WHAT YOU NEED TO DO — Please report how many lines in the data below contain "inset". Nothing besides the number should be written.

WORKING DATA —
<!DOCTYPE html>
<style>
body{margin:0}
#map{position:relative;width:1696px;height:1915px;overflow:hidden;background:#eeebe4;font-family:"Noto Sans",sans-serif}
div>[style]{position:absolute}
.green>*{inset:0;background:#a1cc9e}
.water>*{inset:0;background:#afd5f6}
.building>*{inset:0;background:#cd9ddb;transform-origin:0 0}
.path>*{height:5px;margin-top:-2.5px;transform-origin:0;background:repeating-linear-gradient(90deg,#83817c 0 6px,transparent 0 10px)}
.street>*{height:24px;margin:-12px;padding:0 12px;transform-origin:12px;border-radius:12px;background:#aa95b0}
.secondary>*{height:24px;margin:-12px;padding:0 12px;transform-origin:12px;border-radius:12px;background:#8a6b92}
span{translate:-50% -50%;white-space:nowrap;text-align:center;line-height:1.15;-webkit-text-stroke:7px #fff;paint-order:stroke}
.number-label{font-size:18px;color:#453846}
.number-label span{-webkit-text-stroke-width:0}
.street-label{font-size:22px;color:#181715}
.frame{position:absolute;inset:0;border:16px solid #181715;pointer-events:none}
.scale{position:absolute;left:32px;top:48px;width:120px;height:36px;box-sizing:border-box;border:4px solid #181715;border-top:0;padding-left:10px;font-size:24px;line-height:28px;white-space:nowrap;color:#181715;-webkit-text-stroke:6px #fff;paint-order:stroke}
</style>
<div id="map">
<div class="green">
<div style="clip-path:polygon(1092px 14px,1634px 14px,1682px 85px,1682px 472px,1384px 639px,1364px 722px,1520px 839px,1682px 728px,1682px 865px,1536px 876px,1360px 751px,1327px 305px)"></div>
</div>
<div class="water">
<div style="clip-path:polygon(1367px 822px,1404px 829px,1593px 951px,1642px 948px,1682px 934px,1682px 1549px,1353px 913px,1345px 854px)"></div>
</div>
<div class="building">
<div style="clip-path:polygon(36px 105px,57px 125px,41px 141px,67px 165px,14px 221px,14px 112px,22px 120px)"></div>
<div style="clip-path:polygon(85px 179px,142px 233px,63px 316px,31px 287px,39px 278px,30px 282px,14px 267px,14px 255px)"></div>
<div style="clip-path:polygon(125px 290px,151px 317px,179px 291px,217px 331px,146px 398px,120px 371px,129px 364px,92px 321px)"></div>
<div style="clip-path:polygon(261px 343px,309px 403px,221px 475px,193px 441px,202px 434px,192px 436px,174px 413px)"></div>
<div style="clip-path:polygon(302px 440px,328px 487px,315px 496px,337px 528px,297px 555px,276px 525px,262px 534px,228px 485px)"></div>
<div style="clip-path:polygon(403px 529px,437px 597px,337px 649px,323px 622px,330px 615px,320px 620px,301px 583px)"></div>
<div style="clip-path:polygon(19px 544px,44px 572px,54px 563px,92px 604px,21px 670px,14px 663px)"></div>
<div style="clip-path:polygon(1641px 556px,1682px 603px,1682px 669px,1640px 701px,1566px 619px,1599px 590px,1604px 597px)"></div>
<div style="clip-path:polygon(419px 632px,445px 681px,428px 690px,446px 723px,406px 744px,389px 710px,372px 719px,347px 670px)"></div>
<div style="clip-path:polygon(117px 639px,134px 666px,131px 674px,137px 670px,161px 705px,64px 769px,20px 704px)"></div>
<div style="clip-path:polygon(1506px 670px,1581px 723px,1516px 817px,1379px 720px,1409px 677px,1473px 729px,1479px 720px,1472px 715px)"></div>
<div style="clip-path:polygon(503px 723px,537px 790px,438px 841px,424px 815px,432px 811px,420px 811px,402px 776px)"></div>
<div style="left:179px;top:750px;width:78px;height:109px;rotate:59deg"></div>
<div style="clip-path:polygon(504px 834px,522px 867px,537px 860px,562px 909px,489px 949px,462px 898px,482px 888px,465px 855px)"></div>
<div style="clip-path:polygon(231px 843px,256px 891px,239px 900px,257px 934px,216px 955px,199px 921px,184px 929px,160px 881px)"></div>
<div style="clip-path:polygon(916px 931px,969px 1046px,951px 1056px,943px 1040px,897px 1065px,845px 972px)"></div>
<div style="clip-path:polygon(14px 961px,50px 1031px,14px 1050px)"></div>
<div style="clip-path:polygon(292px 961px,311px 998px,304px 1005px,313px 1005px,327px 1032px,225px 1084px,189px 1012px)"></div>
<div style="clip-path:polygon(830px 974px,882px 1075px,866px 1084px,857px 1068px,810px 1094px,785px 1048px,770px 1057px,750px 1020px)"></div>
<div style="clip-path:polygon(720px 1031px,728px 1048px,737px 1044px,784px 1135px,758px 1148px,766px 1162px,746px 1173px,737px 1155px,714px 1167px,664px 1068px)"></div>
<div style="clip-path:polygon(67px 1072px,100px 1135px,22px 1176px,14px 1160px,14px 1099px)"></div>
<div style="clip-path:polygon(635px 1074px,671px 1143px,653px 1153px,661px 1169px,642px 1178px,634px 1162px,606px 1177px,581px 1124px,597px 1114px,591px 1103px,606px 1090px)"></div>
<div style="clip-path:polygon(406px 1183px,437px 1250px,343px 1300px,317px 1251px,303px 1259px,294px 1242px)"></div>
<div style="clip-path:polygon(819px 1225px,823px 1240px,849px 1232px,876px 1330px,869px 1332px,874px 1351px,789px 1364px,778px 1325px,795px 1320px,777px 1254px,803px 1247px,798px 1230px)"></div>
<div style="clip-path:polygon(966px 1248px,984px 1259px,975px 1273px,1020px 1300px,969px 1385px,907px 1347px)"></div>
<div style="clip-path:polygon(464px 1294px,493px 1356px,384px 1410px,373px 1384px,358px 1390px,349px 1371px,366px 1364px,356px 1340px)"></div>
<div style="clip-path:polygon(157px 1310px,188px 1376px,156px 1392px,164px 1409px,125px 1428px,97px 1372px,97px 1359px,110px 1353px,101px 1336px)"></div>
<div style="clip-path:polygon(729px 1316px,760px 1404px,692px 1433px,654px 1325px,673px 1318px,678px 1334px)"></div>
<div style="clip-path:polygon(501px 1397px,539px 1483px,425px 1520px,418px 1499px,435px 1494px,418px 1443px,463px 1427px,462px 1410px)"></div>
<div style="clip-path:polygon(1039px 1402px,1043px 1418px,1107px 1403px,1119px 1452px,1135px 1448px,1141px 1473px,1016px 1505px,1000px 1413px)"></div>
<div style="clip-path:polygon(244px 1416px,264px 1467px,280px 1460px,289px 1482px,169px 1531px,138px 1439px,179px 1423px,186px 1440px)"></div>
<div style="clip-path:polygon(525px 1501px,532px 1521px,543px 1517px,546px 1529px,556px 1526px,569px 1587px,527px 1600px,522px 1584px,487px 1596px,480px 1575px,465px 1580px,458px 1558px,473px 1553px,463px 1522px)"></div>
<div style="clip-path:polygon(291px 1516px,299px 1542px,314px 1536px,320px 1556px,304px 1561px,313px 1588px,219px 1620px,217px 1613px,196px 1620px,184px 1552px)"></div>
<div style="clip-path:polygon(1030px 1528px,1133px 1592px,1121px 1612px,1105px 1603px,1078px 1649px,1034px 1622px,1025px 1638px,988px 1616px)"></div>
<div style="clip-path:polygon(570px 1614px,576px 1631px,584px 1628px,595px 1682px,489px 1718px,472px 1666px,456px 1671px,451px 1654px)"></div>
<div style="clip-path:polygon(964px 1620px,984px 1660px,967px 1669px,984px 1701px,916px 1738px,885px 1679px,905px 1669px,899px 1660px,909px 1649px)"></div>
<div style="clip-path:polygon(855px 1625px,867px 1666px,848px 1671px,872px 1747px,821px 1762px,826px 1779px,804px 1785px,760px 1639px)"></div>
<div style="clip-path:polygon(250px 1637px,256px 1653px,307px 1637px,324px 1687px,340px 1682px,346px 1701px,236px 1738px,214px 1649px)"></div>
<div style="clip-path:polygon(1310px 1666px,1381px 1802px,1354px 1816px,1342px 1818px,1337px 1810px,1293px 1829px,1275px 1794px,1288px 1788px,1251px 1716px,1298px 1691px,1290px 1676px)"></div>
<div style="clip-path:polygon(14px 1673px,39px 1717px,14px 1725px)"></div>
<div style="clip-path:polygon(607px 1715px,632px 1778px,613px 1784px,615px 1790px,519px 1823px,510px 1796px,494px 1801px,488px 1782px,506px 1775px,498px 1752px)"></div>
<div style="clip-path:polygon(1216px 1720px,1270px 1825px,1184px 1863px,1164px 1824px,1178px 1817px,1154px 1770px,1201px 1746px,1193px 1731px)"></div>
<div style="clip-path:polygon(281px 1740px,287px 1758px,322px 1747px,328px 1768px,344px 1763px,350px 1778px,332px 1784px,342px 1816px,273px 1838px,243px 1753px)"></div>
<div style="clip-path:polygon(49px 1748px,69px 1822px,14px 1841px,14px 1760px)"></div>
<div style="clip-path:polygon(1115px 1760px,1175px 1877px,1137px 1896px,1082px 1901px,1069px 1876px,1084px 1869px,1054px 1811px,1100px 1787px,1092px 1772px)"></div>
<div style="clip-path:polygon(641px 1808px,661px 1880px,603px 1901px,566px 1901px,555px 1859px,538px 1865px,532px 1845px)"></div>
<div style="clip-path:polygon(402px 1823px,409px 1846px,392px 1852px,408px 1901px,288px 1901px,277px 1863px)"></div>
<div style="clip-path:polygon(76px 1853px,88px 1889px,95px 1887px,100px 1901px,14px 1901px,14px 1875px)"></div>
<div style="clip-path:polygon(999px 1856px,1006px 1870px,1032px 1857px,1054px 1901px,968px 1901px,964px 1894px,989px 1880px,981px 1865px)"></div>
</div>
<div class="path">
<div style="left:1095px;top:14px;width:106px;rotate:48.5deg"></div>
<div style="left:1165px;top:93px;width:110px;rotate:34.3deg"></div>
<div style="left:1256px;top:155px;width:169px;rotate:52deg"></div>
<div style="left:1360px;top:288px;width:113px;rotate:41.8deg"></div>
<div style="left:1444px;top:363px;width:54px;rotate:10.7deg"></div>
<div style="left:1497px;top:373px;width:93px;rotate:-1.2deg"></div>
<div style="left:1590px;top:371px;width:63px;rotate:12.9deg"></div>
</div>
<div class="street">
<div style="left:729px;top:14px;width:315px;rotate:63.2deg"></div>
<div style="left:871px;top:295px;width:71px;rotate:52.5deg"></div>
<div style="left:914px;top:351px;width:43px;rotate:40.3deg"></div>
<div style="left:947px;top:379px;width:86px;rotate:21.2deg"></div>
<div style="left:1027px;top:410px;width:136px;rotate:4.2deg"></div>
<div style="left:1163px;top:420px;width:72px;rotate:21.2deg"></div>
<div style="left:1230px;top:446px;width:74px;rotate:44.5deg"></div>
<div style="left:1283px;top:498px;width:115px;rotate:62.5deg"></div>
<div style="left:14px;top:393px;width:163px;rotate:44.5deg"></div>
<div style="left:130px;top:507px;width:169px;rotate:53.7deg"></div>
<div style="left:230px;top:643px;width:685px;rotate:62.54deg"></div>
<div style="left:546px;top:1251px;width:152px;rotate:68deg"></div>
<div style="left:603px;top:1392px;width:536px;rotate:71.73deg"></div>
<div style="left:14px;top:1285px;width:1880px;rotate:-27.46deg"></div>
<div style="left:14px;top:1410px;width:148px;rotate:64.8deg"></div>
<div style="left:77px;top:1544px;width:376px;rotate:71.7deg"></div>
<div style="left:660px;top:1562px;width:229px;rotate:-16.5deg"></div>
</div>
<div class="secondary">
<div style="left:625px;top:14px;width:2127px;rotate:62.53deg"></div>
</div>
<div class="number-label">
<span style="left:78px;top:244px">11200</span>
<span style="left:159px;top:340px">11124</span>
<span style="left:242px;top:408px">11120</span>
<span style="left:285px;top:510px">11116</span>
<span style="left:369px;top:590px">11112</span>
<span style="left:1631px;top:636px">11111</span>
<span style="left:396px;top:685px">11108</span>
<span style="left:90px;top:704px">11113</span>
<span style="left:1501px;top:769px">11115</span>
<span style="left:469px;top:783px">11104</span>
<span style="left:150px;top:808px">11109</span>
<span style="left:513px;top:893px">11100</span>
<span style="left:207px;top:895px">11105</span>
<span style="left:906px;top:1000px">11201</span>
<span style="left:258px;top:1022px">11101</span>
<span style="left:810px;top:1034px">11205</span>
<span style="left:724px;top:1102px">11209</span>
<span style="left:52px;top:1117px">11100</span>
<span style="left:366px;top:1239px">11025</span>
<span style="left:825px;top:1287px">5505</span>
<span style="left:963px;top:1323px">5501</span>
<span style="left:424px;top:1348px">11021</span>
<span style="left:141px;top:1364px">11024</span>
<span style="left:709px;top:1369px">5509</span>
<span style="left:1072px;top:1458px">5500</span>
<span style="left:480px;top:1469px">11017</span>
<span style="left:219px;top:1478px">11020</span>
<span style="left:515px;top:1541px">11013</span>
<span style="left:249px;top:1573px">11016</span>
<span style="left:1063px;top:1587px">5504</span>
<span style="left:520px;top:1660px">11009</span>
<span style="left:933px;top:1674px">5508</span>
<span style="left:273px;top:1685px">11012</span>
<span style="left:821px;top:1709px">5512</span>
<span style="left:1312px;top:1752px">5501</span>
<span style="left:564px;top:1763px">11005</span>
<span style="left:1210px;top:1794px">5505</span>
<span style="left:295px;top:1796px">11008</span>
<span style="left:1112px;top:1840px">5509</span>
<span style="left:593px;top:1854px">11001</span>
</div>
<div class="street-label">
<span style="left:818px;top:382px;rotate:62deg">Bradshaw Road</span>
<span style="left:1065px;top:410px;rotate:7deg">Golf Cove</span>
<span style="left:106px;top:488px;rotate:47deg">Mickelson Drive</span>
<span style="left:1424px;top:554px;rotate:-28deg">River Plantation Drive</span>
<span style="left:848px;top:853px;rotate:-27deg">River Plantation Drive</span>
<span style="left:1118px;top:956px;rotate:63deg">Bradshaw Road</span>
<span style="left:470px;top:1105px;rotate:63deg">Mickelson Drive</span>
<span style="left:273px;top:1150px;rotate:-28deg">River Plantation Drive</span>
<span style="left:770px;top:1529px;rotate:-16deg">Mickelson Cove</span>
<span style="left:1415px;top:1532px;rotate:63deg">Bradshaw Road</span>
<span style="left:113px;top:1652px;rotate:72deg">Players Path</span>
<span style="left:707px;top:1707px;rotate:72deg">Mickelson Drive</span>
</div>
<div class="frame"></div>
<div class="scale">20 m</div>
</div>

RESPONSE — 4